Exercise:
Pull each line holding the word "order" from the data.
-------- Provided material --------
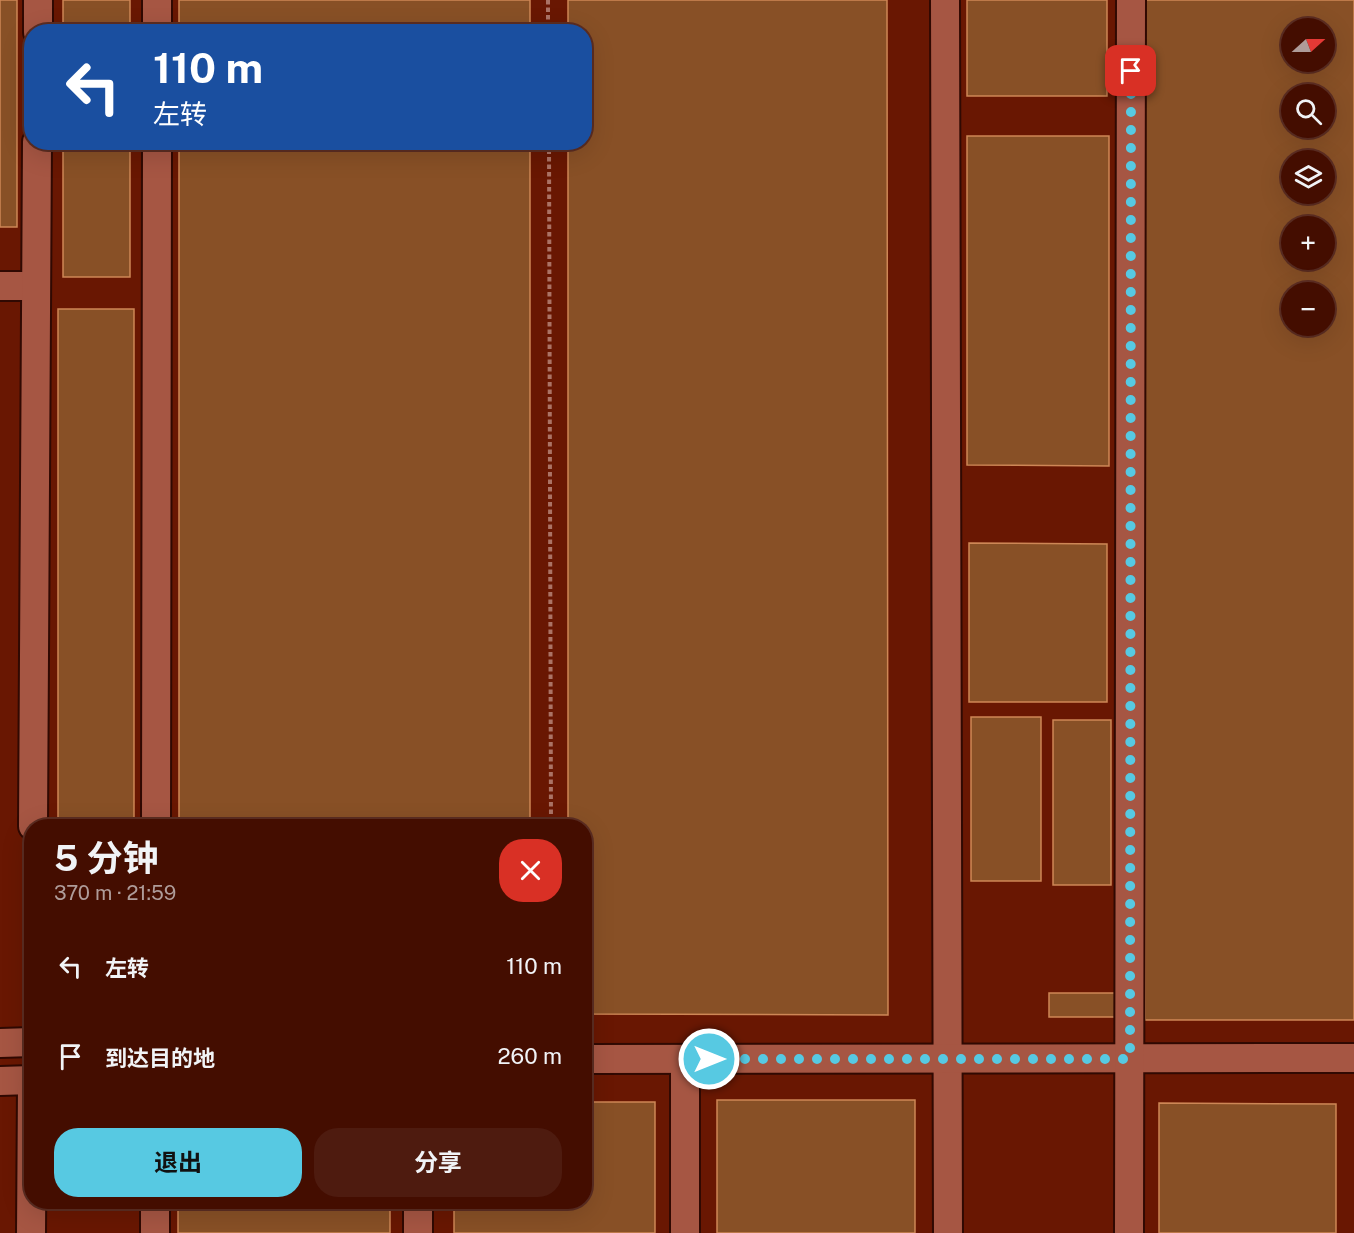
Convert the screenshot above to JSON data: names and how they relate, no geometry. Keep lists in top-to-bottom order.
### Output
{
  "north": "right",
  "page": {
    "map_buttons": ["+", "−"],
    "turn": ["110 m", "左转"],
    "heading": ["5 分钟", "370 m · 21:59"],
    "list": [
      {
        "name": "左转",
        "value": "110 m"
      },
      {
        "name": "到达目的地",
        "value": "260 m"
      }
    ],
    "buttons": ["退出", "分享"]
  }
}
--------
-------- Provided material --------
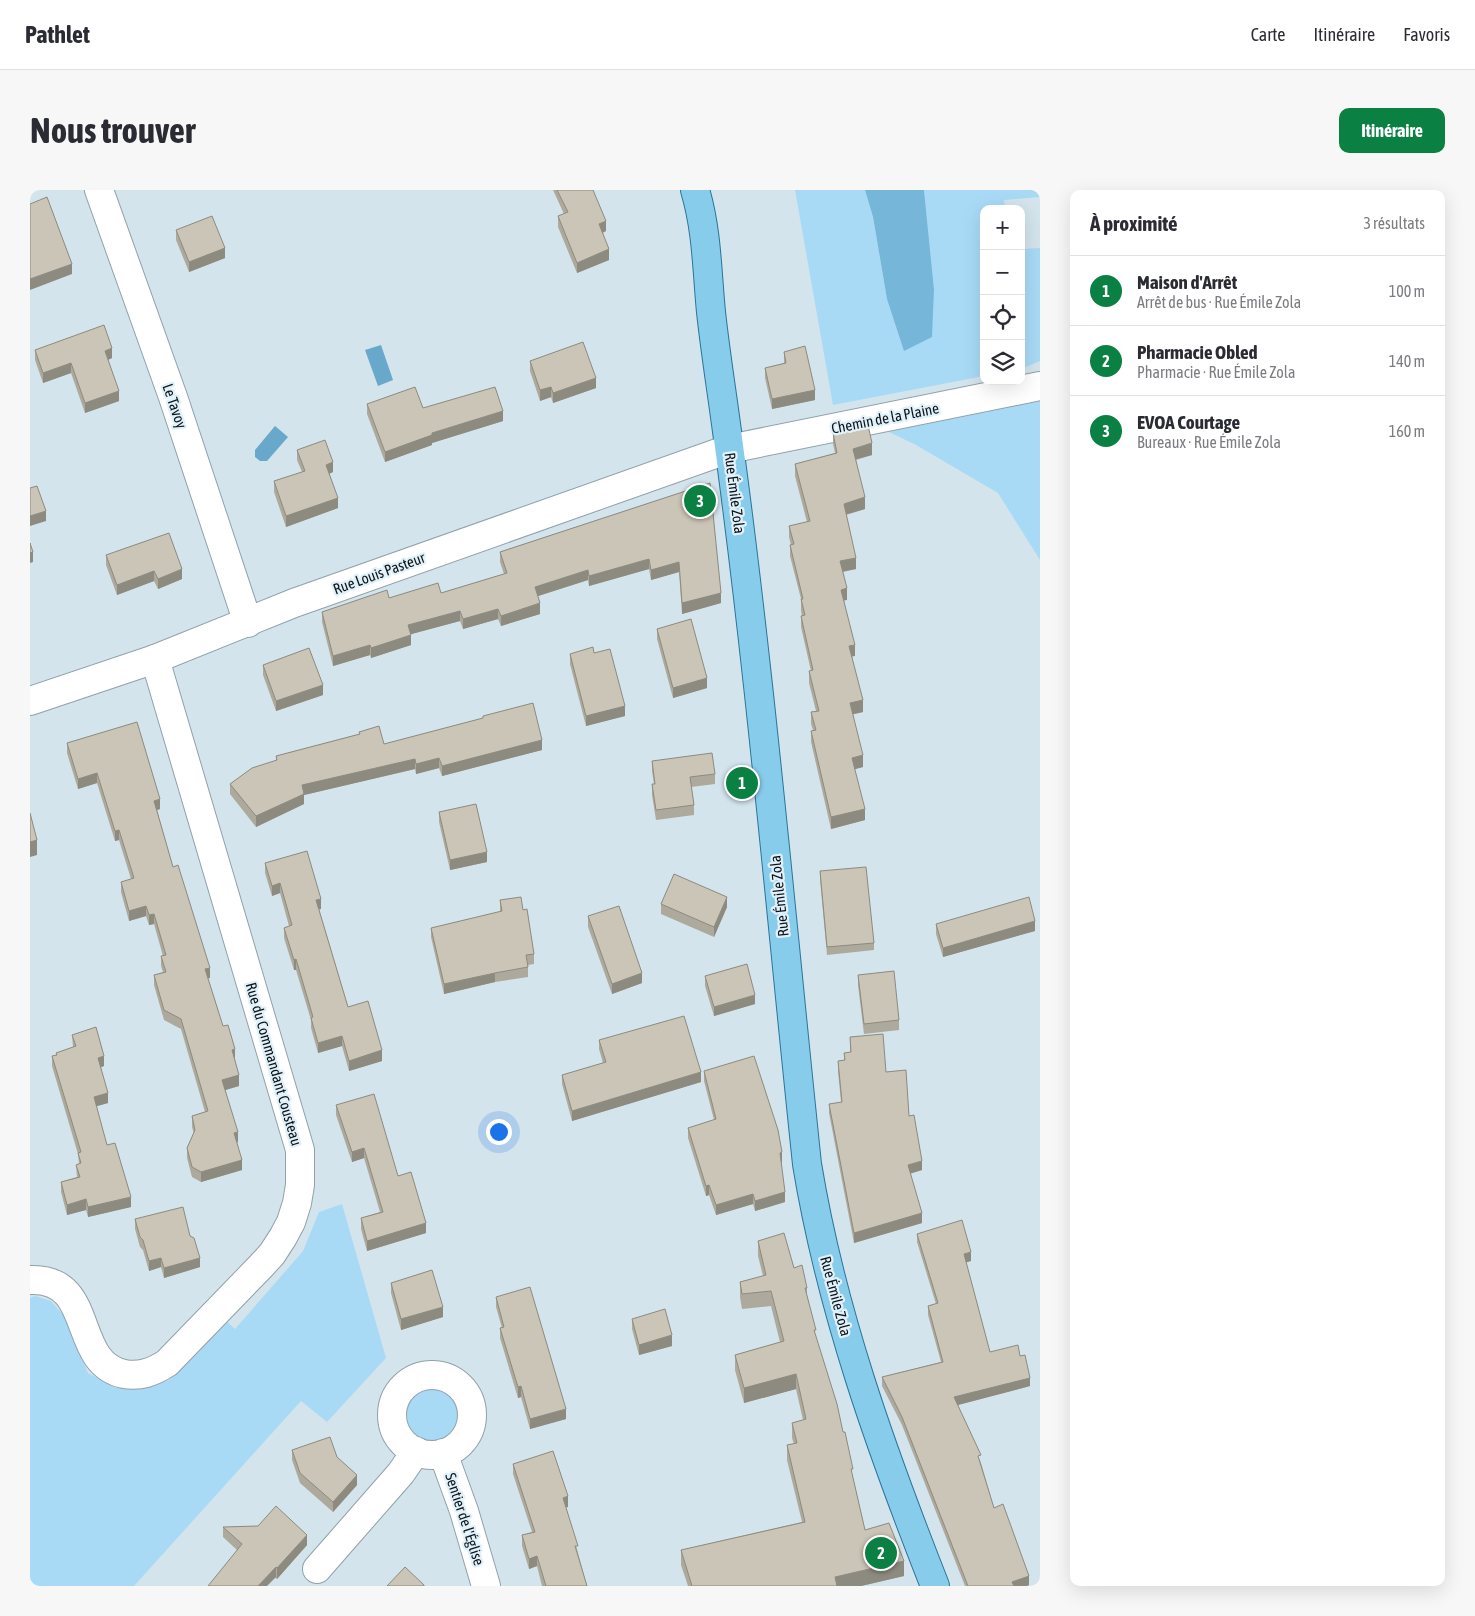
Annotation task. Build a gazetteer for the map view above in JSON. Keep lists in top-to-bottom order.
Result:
--------
Written answer:
Convert the screenshot above to JSON data: names and how they relate, no geometry. Keep lists in top-to-bottom order.
Annotation task. Build a gazetteer for the map view above in JSON. Keep lists in top-to-bottom order.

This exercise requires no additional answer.